Abstract

Image quality in nuclear medicine is a trade-off between image contrast and resolution, since there are conflicting requirements of crystal thickness and collimator-hole dimensions. The sensitivity, or efficiency, which determines the contrast-to-noise ratio, however, is constrained primarily by pulse-mode operation, in which gamma ray interactions are recorded once every deadtime period. Nuclear images also suffer from image blurring due to gamma rays penetrating the collimator septa and due to misplaced pileup events arising from the coincidence detection of Compton-scattered gamma rays. Multi-zone detector architecture (MZDA) and the use of pileup prevention circuitry (PPC) lead to reduction of the detector's effective deadtime, and hence to significant extension of the count-rate range of the camera.

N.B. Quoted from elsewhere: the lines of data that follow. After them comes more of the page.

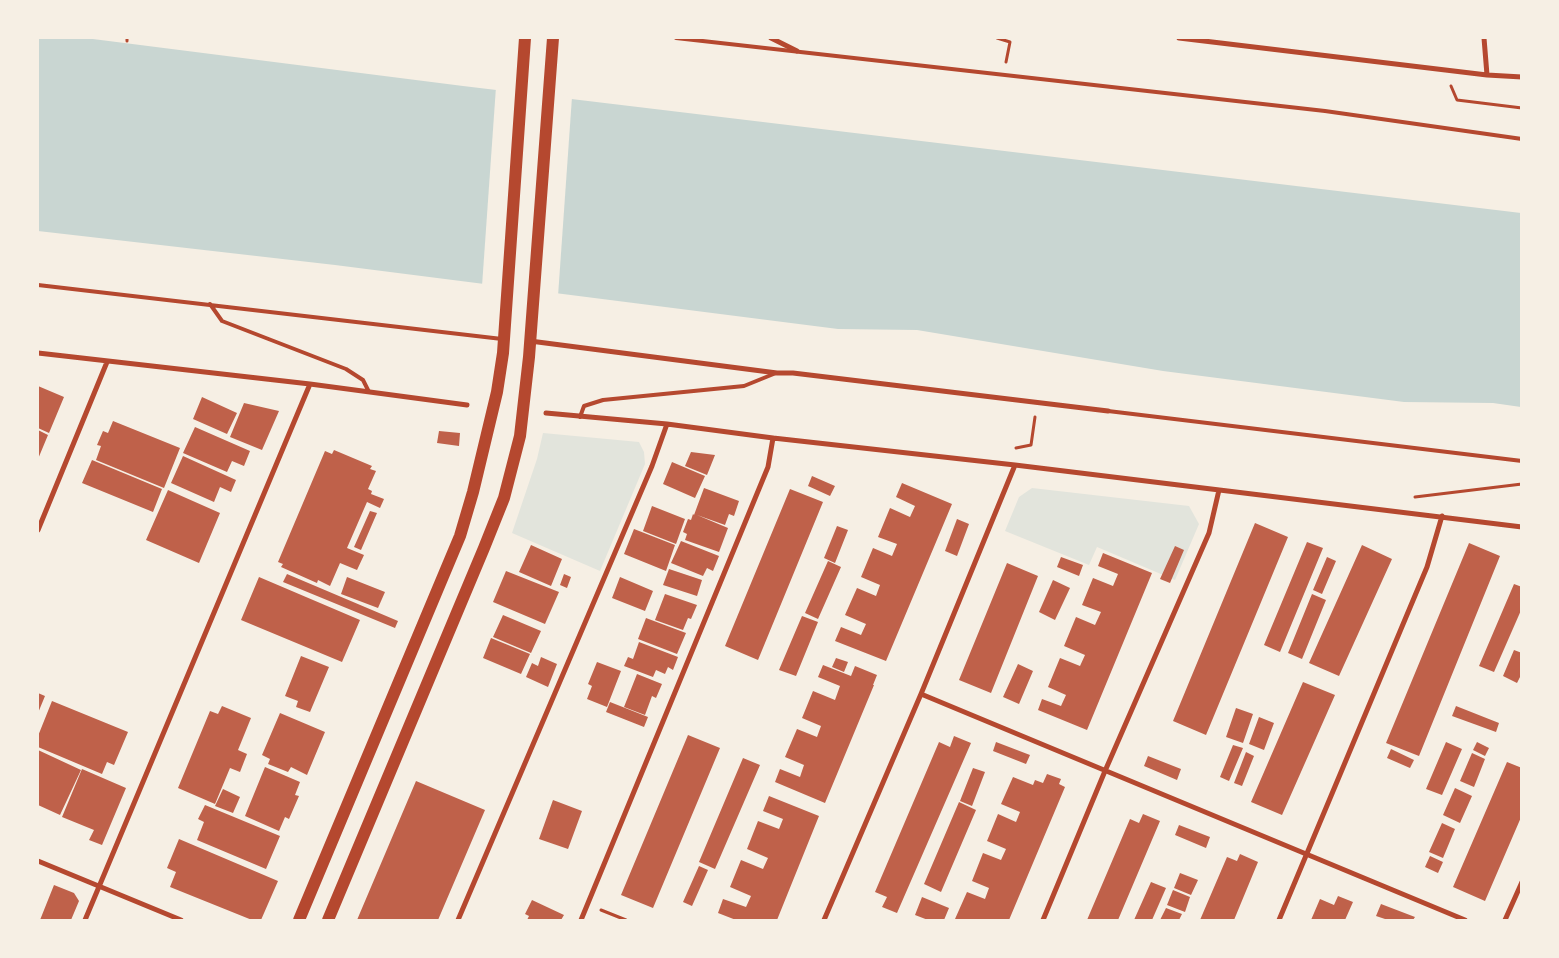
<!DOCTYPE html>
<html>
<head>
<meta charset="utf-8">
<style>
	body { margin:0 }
	#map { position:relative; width:1559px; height:958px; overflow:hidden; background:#f6efe4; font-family:"Alegreya Sans",sans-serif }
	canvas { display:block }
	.frame { position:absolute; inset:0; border:39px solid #f6efe4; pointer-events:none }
</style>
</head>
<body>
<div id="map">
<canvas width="1559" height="958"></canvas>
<div class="frame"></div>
</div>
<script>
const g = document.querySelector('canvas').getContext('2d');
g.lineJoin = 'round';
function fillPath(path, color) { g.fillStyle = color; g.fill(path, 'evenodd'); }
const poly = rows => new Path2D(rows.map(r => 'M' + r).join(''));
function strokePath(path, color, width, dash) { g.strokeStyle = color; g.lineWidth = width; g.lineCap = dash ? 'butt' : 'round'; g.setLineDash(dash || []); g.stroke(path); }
const green = poly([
	[543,433,639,442,644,452,645,464,600,571,512,533,537,459],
	[1032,488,1189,506,1199,524,1175,580,1097,547,1089,565,1005,531,1019,497]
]);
const water = poly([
	[38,38,85,38,463,86,1521,213,1521,407,1493,403,1404,402,1163,371,917,330,838,329,335,265,38,231]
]);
const pier = poly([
	[496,87,572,97,558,296,482,286]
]);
const building = poly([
	[38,386,64,397,49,433,38,428],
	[202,397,237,413,227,434,193,419],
	[244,403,279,411,262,450,230,437],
	[113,421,180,448,164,488,96,460,101,446,97,445,103,431,108,433],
	[195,427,250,451,244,466,232,461,227,472,183,453],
	[38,430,48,435,38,459],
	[439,431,460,433,459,446,437,443],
	[334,450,372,466,370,469,376,471,368,489,372,491,371,494,384,499,380,508,367,502,347,548,364,555,357,570,340,563,330,586,318,580,317,583,281,567,283,564,278,562,325,451,332,454],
	[691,452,715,455,707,475,685,466],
	[183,456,236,480,231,492,220,487,214,502,171,483],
	[92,460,162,489,153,512,82,483],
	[672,462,705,476,695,498,663,484],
	[812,476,835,486,830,496,808,486],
	[902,483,952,504,886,661,835,641,841,627,861,635,866,624,845,615,857,588,876,596,880,585,861,577,873,548,892,556,897,544,878,537,890,508,910,517,915,506,896,497],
	[704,488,739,501,734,516,729,514,725,525,697,515,728,528,719,552,685,540,687,534,683,532,688,519,691,520,693,514,694,515],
	[790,489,823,502,758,660,725,646],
	[168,490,220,513,199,563,146,540],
	[652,506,685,519,676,544,643,531],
	[370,511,377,513,361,550,354,547],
	[957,519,969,524,957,556,945,551],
	[1255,523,1288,537,1206,735,1173,721],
	[837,526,848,530,835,563,824,558],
	[634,529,675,545,666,571,624,554],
	[681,541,719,556,713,571,707,568,703,576,671,563],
	[1307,542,1323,548,1280,652,1264,645],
	[1469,543,1500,556,1419,756,1386,743],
	[531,545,562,559,551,586,519,572],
	[1362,545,1392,559,1339,676,1309,663],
	[1175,546,1184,550,1170,583,1160,579],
	[1103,553,1152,573,1087,730,1038,710,1042,699,1061,706,1066,695,1048,687,1060,658,1080,666,1085,655,1064,646,1076,617,1095,625,1101,612,1082,605,1093,578,1113,586,1118,574,1098,566],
	[1061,557,1083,565,1079,576,1057,567],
	[1327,557,1336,561,1322,594,1313,590],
	[828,561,841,567,818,619,805,613],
	[1007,563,1038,576,991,693,959,680],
	[669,569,702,580,697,596,663,585],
	[506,571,559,592,545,624,493,602],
	[287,574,398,621,395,628,283,582],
	[564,574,571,577,567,588,560,585],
	[259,577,360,620,342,662,241,620],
	[347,577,385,592,378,608,341,594],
	[620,577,653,591,645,611,612,598],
	[1053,580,1070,588,1055,620,1039,612],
	[1514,584,1522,587,1522,608,1494,672,1479,666],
	[665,594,697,605,691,619,688,618,683,630,655,620],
	[1312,594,1326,600,1302,659,1288,653],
	[503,615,541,631,531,653,493,637],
	[802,616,818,622,796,676,779,670],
	[646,618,686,633,677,654,638,639],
	[491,638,530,654,521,674,483,658],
	[639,642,678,657,673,670,668,667,665,674,656,670,653,677,624,666,628,657,633,659],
	[1514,650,1522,653,1522,673,1517,683,1503,676],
	[301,656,329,667,310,712,296,707,298,701,285,696],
	[541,657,557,664,548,687,526,677,532,663,538,666],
	[836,658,848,662,844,672,832,667],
	[597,662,621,671,607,707,587,699,592,686,588,684],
	[1018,664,1033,671,1019,704,1003,697],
	[823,665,851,676,855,666,877,675,873,685,874,685,825,803,775,782,780,769,800,777,804,765,785,757,797,729,817,737,821,726,802,718,813,691,835,700,840,686,818,677],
	[637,674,662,684,656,698,652,696,645,715,624,707],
	[1303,682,1335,695,1282,815,1251,802],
	[38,693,45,696,38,713],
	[52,701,128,732,114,765,107,762,102,774,38,747,38,736],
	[610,702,648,717,644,727,606,712],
	[222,706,251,718,238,750,247,754,240,772,230,768,215,804,178,788,210,711,218,714],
	[1456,706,1499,723,1496,732,1452,716],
	[1236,708,1253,714,1243,743,1226,737],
	[280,713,325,732,307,775,291,767,288,772,268,764,270,759,262,755],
	[1259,717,1274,723,1264,750,1249,744],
	[688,735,720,748,653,908,621,895],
	[954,736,971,743,897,913,882,907,887,897,875,892,939,742,950,747],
	[996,742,1030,755,1026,764,993,751],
	[1446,742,1462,749,1442,795,1426,789],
	[1477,742,1489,748,1485,756,1473,750],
	[1233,745,1243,748,1229,781,1220,777],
	[1391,749,1414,760,1410,768,1387,758],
	[38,750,81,770,60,815,38,805],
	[1246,752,1254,756,1242,786,1234,783],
	[1472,753,1485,759,1474,787,1460,781],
	[1148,756,1181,769,1177,780,1144,766],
	[743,758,760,765,715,869,699,862],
	[1507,762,1522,768,1522,815,1485,901,1453,887],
	[265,767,300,782,295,795,299,796,289,819,285,817,279,831,245,816],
	[973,768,985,772,972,806,960,801],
	[82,769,126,788,102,845,89,840,94,830,62,817],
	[1047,774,1061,779,1059,784,1065,787,1009,920,955,919,967,892,985,899,989,888,972,881,983,853,1001,860,1006,849,987,841,998,814,1016,822,1020,812,1001,804,1013,777,1033,785,1035,780,1043,783],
	[416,781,485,810,438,920,357,920],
	[1455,788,1472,796,1460,823,1443,815],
	[223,789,240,797,233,813,215,806],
	[769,796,819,816,777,920,736,920,718,913,723,899,746,907,751,896,730,887,741,860,763,869,768,858,747,849,758,821,779,829,783,819,763,811],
	[553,800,582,811,568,849,539,839],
	[959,802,976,810,941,892,924,884],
	[205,805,280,836,266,869,197,840,204,822,198,819],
	[1143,814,1160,821,1118,920,1087,920,1130,819,1139,823],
	[1442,823,1455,829,1443,858,1429,852],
	[1179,825,1210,837,1206,848,1175,835],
	[179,839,278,881,261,920,252,920,170,887,176,872,167,868],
	[1240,854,1258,862,1234,920,1200,920,1227,857,1237,861],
	[1430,856,1443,862,1438,873,1425,867],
	[699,866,708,870,692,906,683,902],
	[1180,873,1198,880,1191,895,1174,888],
	[1151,882,1166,888,1152,920,1134,920],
	[54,885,74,893,79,901,71,920,40,920],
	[1173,890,1190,897,1185,912,1167,905],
	[1338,896,1353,902,1345,920,1311,920,1320,899,1334,905],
	[922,897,949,908,944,920,928,920,915,915],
	[532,900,564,915,561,920,527,920,529,916,525,914],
	[1381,904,1415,917,1413,920,1388,920,1376,916],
	[1166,908,1182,914,1179,920,1160,920]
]);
const path = poly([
	[997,38,1010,42,1006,62],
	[127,41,127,38],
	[1451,86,1457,100,1522,108],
	[1016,448,1031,445,1035,417],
	[1415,497,1522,484],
	[601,910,626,920]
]);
const service = poly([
	[676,38,1325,111,1522,139],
	[38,285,502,339],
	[210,304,222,321,346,369,363,380,369,392],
	[1108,411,1522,461],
	[580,417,584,406,603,400,744,386,776,373]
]);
const minor = poly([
	[771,38,797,51],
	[1179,38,1487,75,1522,77],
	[1484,38,1487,75],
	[530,341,777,373,793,373,1108,411],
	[38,353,310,384,467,405],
	[546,413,667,424,773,438,1015,465,1522,527],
	[38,530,107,362],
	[921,694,1465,920],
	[38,861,181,920],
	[85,920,310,384],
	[458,920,652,466,667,424],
	[581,920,768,467,773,438],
	[824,920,921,694,1015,465],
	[1043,920,1105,771,1209,533,1219,490],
	[1279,920,1427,567,1442,516],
	[1505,920,1522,882]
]);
const primary = poly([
	[299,920,460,536,473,492,497,392,503,353,525,38],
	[328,920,484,548,504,498,520,436,529,357,553,38]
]);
fillPath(green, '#e2e4dc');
fillPath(water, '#c9d6d2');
fillPath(pier, '#f6efe4');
fillPath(building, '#bf614a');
strokePath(path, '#b5482f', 3);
strokePath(service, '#b5482f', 4);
strokePath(minor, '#b5482f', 5);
strokePath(primary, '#b5482f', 12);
</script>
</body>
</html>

This in turn allows the source activity to be increased to make up for sensitivity that will be lost on changing the detector and collimator-hole dimensions to improve spatial resolution. Misplaced pileup suppression (MPS) circuitry, also described in this paper, enables image blurring from Compton-scattered radiation to be reduced to 1/P of its level in a single zone detector, P being the PMT array size. The paper first develops the theoretical relationships relating to the trade-offs between efficiency and resolution, the distribution of scintillation light from interaction points in the crystal, the share of the light exposure of individual PMTs and of clusters of PMTs, and the cross-talk between clusters of PMTs. The paper then presents an outline of the implementation of an S-zone camera with PPC of order 1, based on hexagonal and rectangular arrays of PMTs. A hexagonal array of 331 1.27-cm PMTs, which will have S ap 35 detector-zones on average, can, for instance, use a 1.7-mm thick and 29-cm diameter NaI(Tl) crystal to design a camera with twice the sensitivity of a single-zone camera of the same array size, which will also provide a spatial resolution of 2.1 mm at the collimator face and 3.4 mm at 10 cm from the collimator face.